## What you will do
In the records that follow, find each line with "small" and pull it out.

## Data for analysis
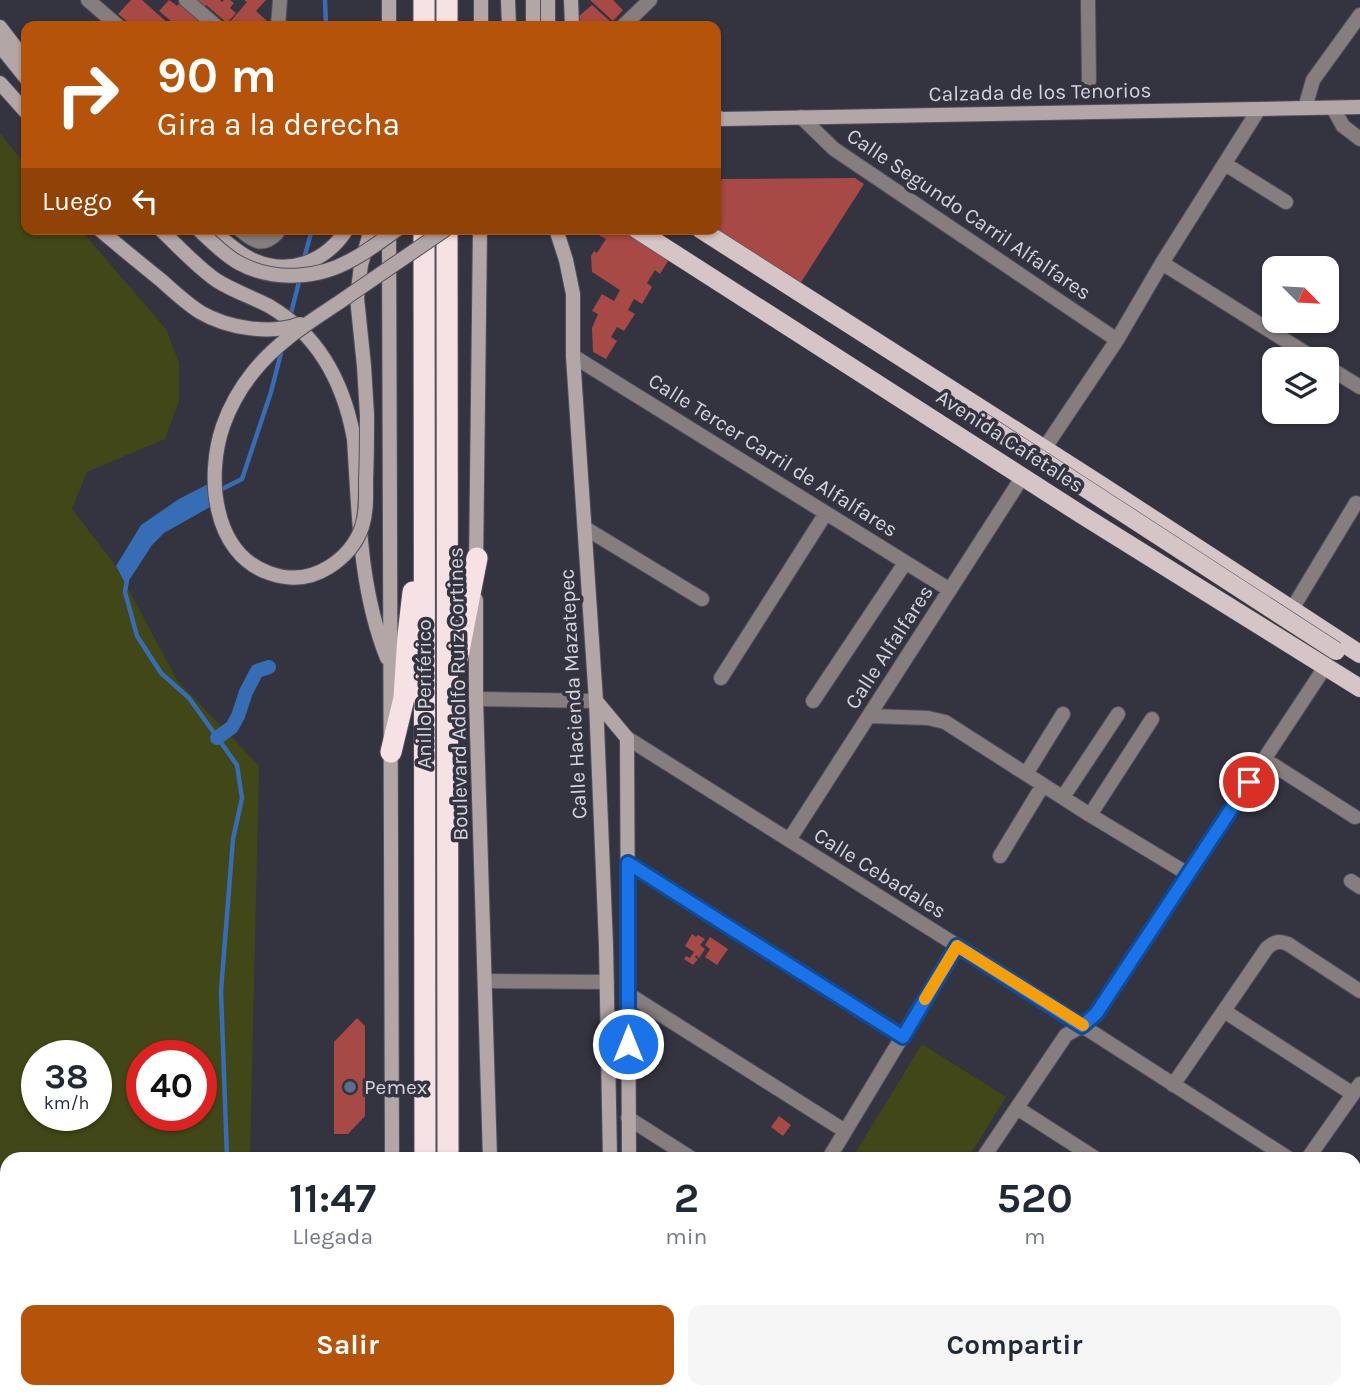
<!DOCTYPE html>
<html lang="es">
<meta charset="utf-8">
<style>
:root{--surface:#fff;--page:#f6f6f7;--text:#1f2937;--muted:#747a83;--accent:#b45309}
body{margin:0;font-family:Karla,sans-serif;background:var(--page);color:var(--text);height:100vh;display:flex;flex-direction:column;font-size:26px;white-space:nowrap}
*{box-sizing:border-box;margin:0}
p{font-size:23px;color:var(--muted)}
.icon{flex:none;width:38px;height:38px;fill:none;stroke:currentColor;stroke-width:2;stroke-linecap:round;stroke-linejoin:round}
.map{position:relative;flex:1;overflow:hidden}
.sheet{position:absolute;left:0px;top:1152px;width:1362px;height:247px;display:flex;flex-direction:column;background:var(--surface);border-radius:21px 21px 0 0;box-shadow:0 2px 5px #0004}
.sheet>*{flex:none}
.banner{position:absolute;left:21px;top:21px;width:700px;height:214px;border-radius:14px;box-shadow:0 2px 5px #0004;background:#b45309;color:#fff;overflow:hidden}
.needle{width:46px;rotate:114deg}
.fabs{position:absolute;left:1262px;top:256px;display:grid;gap:14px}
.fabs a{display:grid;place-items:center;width:77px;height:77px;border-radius:14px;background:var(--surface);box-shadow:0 2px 5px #0004;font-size:35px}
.speed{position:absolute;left:21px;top:1040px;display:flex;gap:14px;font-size:35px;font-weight:700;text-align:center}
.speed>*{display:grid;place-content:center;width:91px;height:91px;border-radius:50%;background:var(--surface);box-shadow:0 2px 5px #0004;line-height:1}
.speed small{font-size:18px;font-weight:400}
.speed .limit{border:10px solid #d22;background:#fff;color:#111}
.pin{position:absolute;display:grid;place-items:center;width:60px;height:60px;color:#fff;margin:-30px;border:4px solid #fff;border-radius:50%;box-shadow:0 2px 7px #0007}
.me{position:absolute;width:77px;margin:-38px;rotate:0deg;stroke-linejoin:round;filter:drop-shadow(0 0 5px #0008)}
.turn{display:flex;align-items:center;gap:24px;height:147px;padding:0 21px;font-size:32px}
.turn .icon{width:91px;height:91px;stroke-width:2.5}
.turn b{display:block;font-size:49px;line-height:60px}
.then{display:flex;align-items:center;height:66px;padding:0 21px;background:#0003;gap:14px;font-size:26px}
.eta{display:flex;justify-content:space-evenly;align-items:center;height:119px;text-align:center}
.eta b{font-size:42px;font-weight:700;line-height:49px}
.action{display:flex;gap:14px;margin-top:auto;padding:14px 21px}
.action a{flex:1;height:80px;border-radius:14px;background:var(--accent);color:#fff;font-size:28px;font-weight:700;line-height:80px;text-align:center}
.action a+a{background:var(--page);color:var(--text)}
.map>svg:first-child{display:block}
.green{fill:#414716;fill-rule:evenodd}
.water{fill:#376db4}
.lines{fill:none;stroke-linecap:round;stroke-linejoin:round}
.stream{stroke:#376db4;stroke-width:4.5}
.canal{stroke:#376db4;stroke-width:14}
.building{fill:#a74944}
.street-casing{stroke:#51505c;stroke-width:16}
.secondary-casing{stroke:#51505c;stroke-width:16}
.primary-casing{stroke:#51505c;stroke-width:19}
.highway-casing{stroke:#51505c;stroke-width:23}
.street{stroke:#867d7e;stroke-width:14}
.secondary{stroke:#b3a6a7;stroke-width:14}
.primary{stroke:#d6c5c7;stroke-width:18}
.highway{stroke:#f6e1e4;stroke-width:21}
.secondary-bridge-casing{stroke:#51505c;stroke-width:16;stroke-linecap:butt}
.primary-bridge-casing{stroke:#51505c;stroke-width:19;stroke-linecap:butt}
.secondary-bridge{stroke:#b3a6a7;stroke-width:14}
.primary-bridge{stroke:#d6c5c7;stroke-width:18}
.route-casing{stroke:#114b97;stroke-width:18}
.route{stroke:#1a73e8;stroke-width:12}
.slow{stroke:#f59e0b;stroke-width:12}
.service-dot{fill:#5c6f8a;stroke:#343340;stroke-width:2.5}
.labels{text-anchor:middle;stroke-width:7;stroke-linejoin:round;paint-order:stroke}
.street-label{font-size:21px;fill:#d5d5dd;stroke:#343340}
.poi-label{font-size:21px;fill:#d5d5dd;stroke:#343340;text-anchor:start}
</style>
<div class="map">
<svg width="1360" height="1398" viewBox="0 0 1360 1398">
<rect width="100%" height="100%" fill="#343340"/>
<path class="green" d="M0 133 26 166V229H80L166 329 179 363V401L165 439 87 472 72 509 116 566 177 680 259 766 250 1158H7V1391H245L244 1398H0ZM37 1055H96V1115H37ZM142 1055H201V1115H142Z
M922 1044 1006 1097 968 1158H852Z"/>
<path class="water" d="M212 482 217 503 164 533 152 545 126 585 116 566 141 525 179 499Z"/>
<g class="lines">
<path class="stream" d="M325 0 326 26
M304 259 312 229
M290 317 300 278
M218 491 242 479 271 392 282 349
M127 580 125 592 137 636 161 673 189 698 237 765 242 798 233 839 221 991 227 1158
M222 1398V1391"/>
<path class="canal" d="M217 738 232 727 238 716 246 692 257 671 269 667"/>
</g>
<path class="building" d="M131 0H142L170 25 169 26H133L118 14Z
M169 0 177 6 181 1 209 26H177L159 11Z
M196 0H220L222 2 224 0H230L234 3 230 8 236 13 227 23 206 5 204 7Z
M244 0H266L256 11 267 21 263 26H254L251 24 249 26H232L229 23 247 2Z
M590 0H613L623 10 613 21Z
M592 5 612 23 609 26H581L579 16Z
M855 178 864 184 798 287 716 229V190L722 179Z
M600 229H624L670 258 660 274 655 270 647 283 652 287 642 304 634 299 628 310 635 314 624 331 617 327 611 337 617 341 606 359 593 352 592 328 598 314 592 311 602 294 614 301 620 290 592 272 591 256 594 251 597 253 606 239 597 234Z
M692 934 696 937 698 935 705 939 700 945 705 949 699 958 696 955 695 957 698 959 693 965 684 959 686 956 690 958 694 952 685 946Z
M710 937 728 949 717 965 705 957 710 949 705 945Z
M357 1018 365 1026V1116L348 1134H334V1042Z
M779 1116 791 1125 783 1136 771 1127Z
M324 1155H365V1158H324Z
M354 1391H377L373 1395 376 1398H346V1394L356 1393Z"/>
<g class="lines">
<g class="street-casing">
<path id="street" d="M88 0 118 26
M186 0 216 26
M1088 0 1089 81
M278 26 280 0
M623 26 650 0
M1305 108 1313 80 1360 15
M1333 108 1343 126 1360 139
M801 117 834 149 1117 340
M1225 164 1286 202
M239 229C253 241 262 248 277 233L276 229
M1162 263 1315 359
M573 356 950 590
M1326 366 1360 387
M1044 449 1117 340 1162 263 1259 109
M585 528 702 599
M1292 609 1356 503
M721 678 826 513
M476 699 596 701
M813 701 905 563
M869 716 928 718 945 722 1090 815 1188 874
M627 738 972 955 1288 1158
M1264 759 1355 817
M1026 774 1063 714
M1063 797 1118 714
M1090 815 1152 719
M789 840 1023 476
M1000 856 1043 785
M628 863 903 1036
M1351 881 1360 887
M485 981 607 982
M628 994 845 1131
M1224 1011 1353 1094
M1173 1085 1267 948C1274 942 1279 940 1288 944L1360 991
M1017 1108 1095 1158
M628 1118 691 1158
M829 1158 957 946
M983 1158 1066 1035 1082 1026 1096 1014 1325 667
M1308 1158 1360 1084
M1354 1200 1360 1203
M1354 1323 1360 1327
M627 1391V1398
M1059 1391 1070 1398
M1260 1391 1271 1398
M608 1398V1391
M736 1398 741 1391
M830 1398 834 1391
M1141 1398 1146 1391"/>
</g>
<g class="secondary-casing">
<path id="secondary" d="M508 0 509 26
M533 0V26
M548 0V26
M571 0 572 26
M389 26V0
M481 26V0
M0 27 26 61
M0 46 26 78
M0 83 26 112
M716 117 722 119 1360 107
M160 229C178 246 196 266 216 280 233 291 252 297 269 306 319 335 344 384 354 439 359 513 359 588 387 658
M211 229C224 240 236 252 251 259 288 277 326 262 347 229
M389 229 392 1158
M556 229 566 260 573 294V356L596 701 606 945 610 1158
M367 415 364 366 357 298 361 265 371 229
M476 566 480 229
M476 600V699L490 1158
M597 702 627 738 629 1158
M393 1391V1398
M809 1391 820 1398
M854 1391 864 1398
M490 1398V1391"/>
</g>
<g class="primary-casing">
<path id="primary" d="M636 229 1082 515 1360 688
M700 229 1104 487 1360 654"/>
</g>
<g class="highway-casing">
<path id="highway" d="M447 0V26
M424 26V0
M424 229 425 1158
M447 229 448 1158
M457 661 477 558
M391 752 404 698 408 635 413 592
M425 1391V1398
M447 1398 448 1391"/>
</g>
<use href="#street" class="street"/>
<use href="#secondary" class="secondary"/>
<use href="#primary" class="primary"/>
<use href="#highway" class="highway"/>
<g class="secondary-bridge-casing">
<path id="secondary-bridge" d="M99 229C120 247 141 264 162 281 174 292 186 303 200 312 227 328 270 335 300 324
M198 229C211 241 224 255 239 263 274 282 319 279 353 259 369 251 383 239 398 229
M367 415C367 437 367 458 366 479 366 495 367 511 362 527 356 544 345 557 329 567 310 579 291 581 269 573 212 553 206 475 223 426 230 406 241 387 254 371 278 341 310 322 341 301 376 277 411 253 446 229"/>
</g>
<g class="primary-bridge-casing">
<path id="primary-bridge" d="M977 418 1336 651"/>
</g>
<use href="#secondary-bridge" class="secondary-bridge"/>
<use href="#primary-bridge" class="primary-bridge"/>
</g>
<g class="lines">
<g class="route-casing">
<path id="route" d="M628 1044V863L903 1037 957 946 1082 1026 1096 1014 1249 782"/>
</g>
<use href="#route" class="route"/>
<path class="slow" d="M925 999 957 946 1083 1025"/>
</g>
<circle class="service-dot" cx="350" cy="1087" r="7"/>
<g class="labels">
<g class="street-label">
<text transform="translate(1040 92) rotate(-1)" y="7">Calzada de los Tenorios</text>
<text transform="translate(969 214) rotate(34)" y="7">Calle Segundo Carril Alfalfares</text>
<text transform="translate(1010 441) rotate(33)" y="7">Avenida Cafetales</text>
<text transform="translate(773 455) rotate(32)" y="7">Calle Tercer Carril de Alfalfares</text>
<text transform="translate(889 647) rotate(-57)" y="7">Calle Alfalfares</text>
<text transform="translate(424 694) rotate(-90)" y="7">Anillo Periférico</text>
<text transform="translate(458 694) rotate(-91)" y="7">Boulevard Adolfo Ruiz Cortines</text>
<text transform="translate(573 694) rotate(-93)" y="7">Calle Hacienda Mazatepec</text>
<text transform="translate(880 873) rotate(32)" y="7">Calle Cebadales</text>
</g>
<g class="poi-label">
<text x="364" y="1094">Pemex</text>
</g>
</g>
</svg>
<div class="fabs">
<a><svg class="needle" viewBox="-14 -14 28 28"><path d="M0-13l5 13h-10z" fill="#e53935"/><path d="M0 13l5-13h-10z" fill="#747a83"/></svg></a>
<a><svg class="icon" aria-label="layers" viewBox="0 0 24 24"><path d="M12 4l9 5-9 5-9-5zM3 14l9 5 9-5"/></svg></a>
</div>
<div class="speed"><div>38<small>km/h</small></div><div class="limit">40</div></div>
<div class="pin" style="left:1249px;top:782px;background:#d93025"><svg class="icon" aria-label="arrive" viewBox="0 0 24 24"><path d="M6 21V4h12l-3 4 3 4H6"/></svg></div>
<svg class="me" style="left:628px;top:1044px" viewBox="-20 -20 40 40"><circle r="17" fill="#1a73e8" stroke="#fff" stroke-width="3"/><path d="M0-11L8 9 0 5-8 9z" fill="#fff"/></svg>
<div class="banner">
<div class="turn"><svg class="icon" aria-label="right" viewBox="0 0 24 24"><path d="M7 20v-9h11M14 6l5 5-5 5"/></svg><div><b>90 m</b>Gira a la derecha</div></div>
<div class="then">Luego<svg class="icon" aria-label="left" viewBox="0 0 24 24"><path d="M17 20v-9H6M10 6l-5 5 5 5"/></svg></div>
</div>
<section class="sheet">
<div class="eta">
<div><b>11:47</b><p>Llegada</p></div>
<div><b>2</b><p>min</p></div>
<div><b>520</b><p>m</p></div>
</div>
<div class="action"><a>Salir</a><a>Compartir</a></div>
</section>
</div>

## Output
.speed small{font-size:18px;font-weight:400}
<div class="speed"><div>38<small>km/h</small></div><div class="limit">40</div></div>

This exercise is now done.